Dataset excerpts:

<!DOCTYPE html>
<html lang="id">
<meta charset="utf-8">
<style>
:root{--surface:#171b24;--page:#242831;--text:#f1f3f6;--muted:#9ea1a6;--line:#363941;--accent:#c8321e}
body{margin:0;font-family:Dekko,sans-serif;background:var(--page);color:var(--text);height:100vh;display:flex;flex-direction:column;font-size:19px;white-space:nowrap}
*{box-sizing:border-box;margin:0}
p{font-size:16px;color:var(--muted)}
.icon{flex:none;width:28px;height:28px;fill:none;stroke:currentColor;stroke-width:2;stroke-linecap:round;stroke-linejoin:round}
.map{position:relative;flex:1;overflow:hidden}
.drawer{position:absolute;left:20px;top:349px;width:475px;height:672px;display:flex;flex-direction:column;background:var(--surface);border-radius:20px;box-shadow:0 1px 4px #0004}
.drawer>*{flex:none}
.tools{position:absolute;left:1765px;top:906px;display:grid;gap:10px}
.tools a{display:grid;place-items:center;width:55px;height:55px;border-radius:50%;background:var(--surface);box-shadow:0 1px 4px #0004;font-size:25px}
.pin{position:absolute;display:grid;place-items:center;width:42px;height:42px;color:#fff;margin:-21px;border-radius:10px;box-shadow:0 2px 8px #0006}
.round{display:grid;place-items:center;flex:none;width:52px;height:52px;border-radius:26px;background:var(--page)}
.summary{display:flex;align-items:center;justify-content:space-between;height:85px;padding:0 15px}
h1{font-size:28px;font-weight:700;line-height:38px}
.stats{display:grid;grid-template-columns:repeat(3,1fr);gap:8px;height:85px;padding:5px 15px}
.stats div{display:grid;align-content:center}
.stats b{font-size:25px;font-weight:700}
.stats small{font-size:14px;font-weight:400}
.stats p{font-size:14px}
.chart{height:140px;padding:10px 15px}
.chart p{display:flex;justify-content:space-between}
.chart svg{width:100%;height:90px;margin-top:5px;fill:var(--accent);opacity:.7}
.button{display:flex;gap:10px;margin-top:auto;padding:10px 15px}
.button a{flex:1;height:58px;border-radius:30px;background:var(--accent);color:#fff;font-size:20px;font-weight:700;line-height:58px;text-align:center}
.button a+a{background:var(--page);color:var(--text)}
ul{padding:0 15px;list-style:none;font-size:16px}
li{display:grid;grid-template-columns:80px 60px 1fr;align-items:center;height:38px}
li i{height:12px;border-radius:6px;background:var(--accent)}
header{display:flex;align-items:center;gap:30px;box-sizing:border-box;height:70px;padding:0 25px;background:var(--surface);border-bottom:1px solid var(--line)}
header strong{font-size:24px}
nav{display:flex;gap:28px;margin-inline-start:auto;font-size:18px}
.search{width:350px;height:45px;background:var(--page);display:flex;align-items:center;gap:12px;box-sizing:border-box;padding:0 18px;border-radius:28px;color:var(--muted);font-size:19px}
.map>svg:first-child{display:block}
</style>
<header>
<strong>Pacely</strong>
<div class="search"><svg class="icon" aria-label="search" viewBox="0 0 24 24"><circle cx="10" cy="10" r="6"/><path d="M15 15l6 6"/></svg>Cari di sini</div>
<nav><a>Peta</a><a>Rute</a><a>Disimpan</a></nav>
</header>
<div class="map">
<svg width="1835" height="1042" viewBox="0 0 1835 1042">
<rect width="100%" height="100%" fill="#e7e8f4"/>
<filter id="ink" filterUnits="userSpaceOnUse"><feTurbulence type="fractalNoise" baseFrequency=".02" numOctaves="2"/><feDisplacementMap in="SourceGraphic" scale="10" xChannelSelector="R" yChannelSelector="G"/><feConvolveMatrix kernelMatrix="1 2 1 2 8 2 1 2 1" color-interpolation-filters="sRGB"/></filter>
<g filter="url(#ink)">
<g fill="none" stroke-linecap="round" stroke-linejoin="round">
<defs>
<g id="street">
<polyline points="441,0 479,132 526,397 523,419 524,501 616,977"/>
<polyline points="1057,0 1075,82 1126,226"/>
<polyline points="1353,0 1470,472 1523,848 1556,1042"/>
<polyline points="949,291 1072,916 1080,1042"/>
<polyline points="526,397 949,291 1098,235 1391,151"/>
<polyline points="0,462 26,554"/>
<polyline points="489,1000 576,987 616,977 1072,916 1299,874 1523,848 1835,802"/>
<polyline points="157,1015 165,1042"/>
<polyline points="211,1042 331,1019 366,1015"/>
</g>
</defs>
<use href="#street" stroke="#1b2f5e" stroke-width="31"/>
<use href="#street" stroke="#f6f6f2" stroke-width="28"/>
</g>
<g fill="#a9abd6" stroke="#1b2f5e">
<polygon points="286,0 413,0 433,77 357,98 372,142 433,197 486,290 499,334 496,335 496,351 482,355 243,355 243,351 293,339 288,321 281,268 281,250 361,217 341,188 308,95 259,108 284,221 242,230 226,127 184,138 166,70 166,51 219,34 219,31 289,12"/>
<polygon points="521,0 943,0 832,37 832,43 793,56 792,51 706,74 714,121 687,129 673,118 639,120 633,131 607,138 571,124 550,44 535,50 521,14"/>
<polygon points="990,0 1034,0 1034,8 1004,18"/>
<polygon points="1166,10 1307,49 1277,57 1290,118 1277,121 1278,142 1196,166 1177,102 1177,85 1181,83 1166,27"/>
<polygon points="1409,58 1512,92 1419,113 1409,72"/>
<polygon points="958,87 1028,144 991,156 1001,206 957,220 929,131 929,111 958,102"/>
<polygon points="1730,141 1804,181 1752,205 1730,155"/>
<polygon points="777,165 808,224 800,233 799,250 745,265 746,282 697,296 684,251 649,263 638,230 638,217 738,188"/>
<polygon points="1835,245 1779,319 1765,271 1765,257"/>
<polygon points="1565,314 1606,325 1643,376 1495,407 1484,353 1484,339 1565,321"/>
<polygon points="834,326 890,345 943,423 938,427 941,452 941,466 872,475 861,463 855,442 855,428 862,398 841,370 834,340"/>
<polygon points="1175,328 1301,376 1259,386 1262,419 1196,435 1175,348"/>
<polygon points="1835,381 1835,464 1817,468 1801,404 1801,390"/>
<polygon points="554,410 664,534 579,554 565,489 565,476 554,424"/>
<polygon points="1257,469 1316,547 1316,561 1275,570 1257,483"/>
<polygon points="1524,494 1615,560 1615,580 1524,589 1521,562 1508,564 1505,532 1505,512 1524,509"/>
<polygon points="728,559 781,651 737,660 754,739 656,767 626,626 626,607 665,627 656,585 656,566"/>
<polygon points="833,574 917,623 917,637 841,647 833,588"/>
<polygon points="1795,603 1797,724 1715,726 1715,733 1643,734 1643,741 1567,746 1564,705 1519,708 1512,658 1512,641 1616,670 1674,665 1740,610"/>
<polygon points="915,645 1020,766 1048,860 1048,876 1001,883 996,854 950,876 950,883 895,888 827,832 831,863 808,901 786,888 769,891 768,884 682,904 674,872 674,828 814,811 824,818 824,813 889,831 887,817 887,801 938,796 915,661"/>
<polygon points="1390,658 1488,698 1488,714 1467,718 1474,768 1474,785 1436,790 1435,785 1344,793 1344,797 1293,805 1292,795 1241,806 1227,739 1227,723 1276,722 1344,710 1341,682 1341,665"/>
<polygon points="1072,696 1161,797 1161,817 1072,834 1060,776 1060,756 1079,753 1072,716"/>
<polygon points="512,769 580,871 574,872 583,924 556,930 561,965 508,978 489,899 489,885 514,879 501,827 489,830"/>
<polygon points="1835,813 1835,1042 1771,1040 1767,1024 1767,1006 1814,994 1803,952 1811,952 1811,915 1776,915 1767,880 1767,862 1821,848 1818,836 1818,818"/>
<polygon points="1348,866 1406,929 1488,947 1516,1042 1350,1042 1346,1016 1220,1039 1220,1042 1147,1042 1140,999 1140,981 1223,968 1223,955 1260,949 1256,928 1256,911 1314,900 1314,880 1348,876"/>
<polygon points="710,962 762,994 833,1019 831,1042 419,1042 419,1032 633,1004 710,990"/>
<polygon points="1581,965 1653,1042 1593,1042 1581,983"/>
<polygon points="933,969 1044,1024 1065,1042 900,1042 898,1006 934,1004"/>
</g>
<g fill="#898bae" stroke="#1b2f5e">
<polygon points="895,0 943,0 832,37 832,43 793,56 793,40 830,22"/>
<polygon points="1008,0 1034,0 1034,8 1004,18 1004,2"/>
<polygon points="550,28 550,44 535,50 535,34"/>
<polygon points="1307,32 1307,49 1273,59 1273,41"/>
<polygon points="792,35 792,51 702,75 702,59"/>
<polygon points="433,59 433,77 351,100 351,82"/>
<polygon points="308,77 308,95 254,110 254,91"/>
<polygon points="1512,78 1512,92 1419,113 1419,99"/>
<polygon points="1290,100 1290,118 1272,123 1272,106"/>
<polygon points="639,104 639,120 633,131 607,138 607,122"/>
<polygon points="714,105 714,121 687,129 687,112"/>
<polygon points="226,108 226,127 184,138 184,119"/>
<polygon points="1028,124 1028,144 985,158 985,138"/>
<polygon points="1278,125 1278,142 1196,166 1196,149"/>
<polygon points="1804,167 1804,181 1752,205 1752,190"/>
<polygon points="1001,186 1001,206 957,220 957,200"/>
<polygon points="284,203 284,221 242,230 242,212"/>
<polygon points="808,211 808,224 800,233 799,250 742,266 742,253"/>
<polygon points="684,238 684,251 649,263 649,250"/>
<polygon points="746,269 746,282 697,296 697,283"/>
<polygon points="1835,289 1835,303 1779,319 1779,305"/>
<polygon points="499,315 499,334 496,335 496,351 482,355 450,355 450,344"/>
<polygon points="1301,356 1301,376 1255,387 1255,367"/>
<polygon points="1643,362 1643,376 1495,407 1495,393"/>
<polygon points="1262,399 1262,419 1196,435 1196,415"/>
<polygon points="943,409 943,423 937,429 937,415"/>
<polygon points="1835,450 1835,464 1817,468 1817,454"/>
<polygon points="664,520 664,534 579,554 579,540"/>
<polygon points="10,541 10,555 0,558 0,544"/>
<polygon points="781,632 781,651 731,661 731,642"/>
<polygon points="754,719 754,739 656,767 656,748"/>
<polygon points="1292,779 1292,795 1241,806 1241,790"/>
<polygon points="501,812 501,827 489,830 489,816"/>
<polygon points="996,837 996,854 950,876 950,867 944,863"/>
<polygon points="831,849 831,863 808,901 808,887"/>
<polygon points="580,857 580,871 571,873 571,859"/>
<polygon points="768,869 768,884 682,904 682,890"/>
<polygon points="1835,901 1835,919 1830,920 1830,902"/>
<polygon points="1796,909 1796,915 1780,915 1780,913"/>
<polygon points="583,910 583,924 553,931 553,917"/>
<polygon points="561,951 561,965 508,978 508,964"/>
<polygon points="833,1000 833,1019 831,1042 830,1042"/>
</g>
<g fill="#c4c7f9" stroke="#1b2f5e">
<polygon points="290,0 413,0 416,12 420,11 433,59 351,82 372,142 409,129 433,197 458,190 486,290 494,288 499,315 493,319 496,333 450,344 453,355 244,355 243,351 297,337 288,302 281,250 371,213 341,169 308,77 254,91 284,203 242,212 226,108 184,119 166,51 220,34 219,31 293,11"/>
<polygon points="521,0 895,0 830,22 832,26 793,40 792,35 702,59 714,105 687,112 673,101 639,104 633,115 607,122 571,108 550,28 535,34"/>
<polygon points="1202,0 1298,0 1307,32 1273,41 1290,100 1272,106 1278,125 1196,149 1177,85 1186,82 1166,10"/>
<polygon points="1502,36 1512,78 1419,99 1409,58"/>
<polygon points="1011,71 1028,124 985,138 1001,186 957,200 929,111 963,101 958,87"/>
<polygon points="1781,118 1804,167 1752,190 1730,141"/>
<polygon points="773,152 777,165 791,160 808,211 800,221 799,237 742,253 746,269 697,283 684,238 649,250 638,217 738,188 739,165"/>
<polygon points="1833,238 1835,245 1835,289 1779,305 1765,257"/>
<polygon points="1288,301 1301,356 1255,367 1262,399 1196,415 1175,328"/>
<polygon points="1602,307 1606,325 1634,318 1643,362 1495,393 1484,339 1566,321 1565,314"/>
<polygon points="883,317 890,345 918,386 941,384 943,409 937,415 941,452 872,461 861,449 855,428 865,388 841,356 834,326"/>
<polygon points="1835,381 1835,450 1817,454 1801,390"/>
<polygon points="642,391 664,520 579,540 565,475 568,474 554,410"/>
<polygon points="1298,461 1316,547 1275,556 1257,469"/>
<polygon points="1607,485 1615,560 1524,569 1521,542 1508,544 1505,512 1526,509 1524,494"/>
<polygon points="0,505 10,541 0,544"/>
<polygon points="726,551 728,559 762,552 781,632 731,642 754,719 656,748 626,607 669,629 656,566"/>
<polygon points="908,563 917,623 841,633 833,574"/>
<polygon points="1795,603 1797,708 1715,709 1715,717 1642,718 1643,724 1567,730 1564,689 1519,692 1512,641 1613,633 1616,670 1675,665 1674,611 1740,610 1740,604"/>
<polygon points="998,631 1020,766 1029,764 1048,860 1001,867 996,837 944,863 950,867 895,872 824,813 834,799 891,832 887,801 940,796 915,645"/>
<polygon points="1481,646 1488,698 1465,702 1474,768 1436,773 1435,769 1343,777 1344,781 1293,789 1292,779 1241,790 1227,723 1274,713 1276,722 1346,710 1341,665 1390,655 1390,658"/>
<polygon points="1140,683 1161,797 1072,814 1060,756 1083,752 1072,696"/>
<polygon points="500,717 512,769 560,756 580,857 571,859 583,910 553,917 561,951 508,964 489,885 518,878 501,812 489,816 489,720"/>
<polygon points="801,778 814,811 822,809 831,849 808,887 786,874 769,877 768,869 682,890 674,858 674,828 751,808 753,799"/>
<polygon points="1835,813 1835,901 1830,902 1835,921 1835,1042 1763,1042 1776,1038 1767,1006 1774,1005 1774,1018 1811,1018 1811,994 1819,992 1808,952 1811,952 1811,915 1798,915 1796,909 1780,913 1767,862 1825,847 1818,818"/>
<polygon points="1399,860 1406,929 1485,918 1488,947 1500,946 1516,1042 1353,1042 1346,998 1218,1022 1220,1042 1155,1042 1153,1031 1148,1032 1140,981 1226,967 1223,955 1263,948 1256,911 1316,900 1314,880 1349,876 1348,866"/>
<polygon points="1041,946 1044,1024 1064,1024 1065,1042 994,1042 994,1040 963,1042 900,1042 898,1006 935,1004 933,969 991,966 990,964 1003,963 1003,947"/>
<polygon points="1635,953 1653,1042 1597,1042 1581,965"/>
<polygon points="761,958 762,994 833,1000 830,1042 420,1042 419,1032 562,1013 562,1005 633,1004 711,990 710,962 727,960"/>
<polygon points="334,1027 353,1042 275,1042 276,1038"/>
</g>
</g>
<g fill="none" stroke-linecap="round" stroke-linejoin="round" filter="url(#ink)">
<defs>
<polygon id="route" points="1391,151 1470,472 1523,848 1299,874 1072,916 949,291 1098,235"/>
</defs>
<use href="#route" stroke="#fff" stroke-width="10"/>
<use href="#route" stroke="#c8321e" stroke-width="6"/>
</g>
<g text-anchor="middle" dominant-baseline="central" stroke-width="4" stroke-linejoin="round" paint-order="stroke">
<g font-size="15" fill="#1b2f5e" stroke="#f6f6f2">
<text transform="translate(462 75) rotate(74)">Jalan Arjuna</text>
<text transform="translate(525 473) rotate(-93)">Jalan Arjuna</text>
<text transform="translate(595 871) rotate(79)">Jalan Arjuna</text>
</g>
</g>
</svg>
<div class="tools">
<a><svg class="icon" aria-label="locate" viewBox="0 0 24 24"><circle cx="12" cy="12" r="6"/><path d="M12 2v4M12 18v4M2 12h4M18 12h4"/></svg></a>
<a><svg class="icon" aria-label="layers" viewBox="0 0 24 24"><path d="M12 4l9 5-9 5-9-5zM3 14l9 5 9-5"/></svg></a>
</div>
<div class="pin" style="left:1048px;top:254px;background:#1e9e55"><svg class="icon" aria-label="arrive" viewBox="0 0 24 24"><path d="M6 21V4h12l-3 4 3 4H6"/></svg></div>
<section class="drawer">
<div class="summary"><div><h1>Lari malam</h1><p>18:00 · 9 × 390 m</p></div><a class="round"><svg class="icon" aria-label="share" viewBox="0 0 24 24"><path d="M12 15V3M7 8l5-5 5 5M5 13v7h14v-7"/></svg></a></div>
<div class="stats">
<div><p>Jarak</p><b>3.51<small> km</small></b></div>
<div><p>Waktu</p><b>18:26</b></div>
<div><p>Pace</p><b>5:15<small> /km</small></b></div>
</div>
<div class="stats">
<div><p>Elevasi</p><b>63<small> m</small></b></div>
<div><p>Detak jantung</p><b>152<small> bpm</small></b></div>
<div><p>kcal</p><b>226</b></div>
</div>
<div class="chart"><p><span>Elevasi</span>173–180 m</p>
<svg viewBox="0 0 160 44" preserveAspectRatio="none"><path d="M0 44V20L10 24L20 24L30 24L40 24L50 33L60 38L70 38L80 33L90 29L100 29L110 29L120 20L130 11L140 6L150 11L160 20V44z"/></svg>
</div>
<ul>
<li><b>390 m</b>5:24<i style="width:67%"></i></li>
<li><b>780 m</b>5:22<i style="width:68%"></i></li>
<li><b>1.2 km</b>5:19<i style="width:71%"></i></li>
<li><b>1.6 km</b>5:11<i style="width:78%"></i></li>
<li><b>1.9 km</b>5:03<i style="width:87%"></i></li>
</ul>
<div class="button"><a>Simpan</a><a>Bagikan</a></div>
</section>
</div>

### [EXERCISE GOAL]
For this exercise, gather every line of the data that contains the word "tools".

### [ANSWER AREA]
.tools{position:absolute;left:1765px;top:906px;display:grid;gap:10px}
.tools a{display:grid;place-items:center;width:55px;height:55px;border-radius:50%;background:var(--surface);box-shadow:0 1px 4px #0004;font-size:25px}
<div class="tools">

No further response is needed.